(Collected data entries)

*** Block opens ***

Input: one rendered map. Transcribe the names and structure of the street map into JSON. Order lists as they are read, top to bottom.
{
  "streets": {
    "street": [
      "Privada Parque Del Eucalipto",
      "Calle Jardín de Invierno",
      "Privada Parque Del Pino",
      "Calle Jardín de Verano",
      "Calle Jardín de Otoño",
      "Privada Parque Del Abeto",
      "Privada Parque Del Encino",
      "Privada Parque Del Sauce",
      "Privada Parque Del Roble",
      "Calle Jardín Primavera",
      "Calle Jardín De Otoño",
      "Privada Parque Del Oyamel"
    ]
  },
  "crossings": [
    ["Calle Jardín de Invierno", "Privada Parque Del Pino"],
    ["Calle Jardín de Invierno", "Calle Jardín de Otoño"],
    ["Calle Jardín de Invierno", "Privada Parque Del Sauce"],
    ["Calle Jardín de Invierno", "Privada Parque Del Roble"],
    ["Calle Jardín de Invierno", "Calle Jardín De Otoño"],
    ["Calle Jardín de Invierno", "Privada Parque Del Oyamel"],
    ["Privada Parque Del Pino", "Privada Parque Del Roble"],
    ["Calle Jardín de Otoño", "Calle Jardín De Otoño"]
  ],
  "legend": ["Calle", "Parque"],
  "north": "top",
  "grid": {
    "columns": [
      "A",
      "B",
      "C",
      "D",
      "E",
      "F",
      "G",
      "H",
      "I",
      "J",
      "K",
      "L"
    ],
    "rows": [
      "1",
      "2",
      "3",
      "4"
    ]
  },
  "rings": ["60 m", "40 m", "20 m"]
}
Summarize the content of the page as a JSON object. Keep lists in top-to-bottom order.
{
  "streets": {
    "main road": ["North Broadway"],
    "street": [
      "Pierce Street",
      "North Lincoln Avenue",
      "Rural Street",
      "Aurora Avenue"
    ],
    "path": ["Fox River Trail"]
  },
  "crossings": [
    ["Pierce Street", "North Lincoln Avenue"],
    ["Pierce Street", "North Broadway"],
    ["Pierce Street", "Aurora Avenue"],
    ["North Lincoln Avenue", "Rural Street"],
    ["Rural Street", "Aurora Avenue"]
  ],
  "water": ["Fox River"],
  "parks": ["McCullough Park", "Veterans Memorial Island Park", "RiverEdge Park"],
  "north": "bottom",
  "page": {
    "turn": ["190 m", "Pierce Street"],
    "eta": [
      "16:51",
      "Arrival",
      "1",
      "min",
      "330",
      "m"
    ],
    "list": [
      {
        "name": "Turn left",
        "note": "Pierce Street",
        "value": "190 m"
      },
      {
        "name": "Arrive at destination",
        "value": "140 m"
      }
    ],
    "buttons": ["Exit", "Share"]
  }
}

*** Block closes ***

• Try it:
Every entry is to be returned exactly, with nothing dropped.

• Completed exercise:
Input: one rendered map. Transcribe the names and structure of the street map into JSON. Order lists as they are read, top to bottom.
{
  "streets": {
    "street": [
      "Privada Parque Del Eucalipto",
      "Calle Jardín de Invierno",
      "Privada Parque Del Pino",
      "Calle Jardín de Verano",
      "Calle Jardín de Otoño",
      "Privada Parque Del Abeto",
      "Privada Parque Del Encino",
      "Privada Parque Del Sauce",
      "Privada Parque Del Roble",
      "Calle Jardín Primavera",
      "Calle Jardín De Otoño",
      "Privada Parque Del Oyamel"
    ]
  },
  "crossings": [
    ["Calle Jardín de Invierno", "Privada Parque Del Pino"],
    ["Calle Jardín de Invierno", "Calle Jardín de Otoño"],
    ["Calle Jardín de Invierno", "Privada Parque Del Sauce"],
    ["Calle Jardín de Invierno", "Privada Parque Del Roble"],
    ["Calle Jardín de Invierno", "Calle Jardín De Otoño"],
    ["Calle Jardín de Invierno", "Privada Parque Del Oyamel"],
    ["Privada Parque Del Pino", "Privada Parque Del Roble"],
    ["Calle Jardín de Otoño", "Calle Jardín De Otoño"]
  ],
  "legend": ["Calle", "Parque"],
  "north": "top",
  "grid": {
    "columns": [
      "A",
      "B",
      "C",
      "D",
      "E",
      "F",
      "G",
      "H",
      "I",
      "J",
      "K",
      "L"
    ],
    "rows": [
      "1",
      "2",
      "3",
      "4"
    ]
  },
  "rings": ["60 m", "40 m", "20 m"]
}
Summarize the content of the page as a JSON object. Keep lists in top-to-bottom order.
{
  "streets": {
    "main road": ["North Broadway"],
    "street": [
      "Pierce Street",
      "North Lincoln Avenue",
      "Rural Street",
      "Aurora Avenue"
    ],
    "path": ["Fox River Trail"]
  },
  "crossings": [
    ["Pierce Street", "North Lincoln Avenue"],
    ["Pierce Street", "North Broadway"],
    ["Pierce Street", "Aurora Avenue"],
    ["North Lincoln Avenue", "Rural Street"],
    ["Rural Street", "Aurora Avenue"]
  ],
  "water": ["Fox River"],
  "parks": ["McCullough Park", "Veterans Memorial Island Park", "RiverEdge Park"],
  "north": "bottom",
  "page": {
    "turn": ["190 m", "Pierce Street"],
    "eta": [
      "16:51",
      "Arrival",
      "1",
      "min",
      "330",
      "m"
    ],
    "list": [
      {
        "name": "Turn left",
        "note": "Pierce Street",
        "value": "190 m"
      },
      {
        "name": "Arrive at destination",
        "value": "140 m"
      }
    ],
    "buttons": ["Exit", "Share"]
  }
}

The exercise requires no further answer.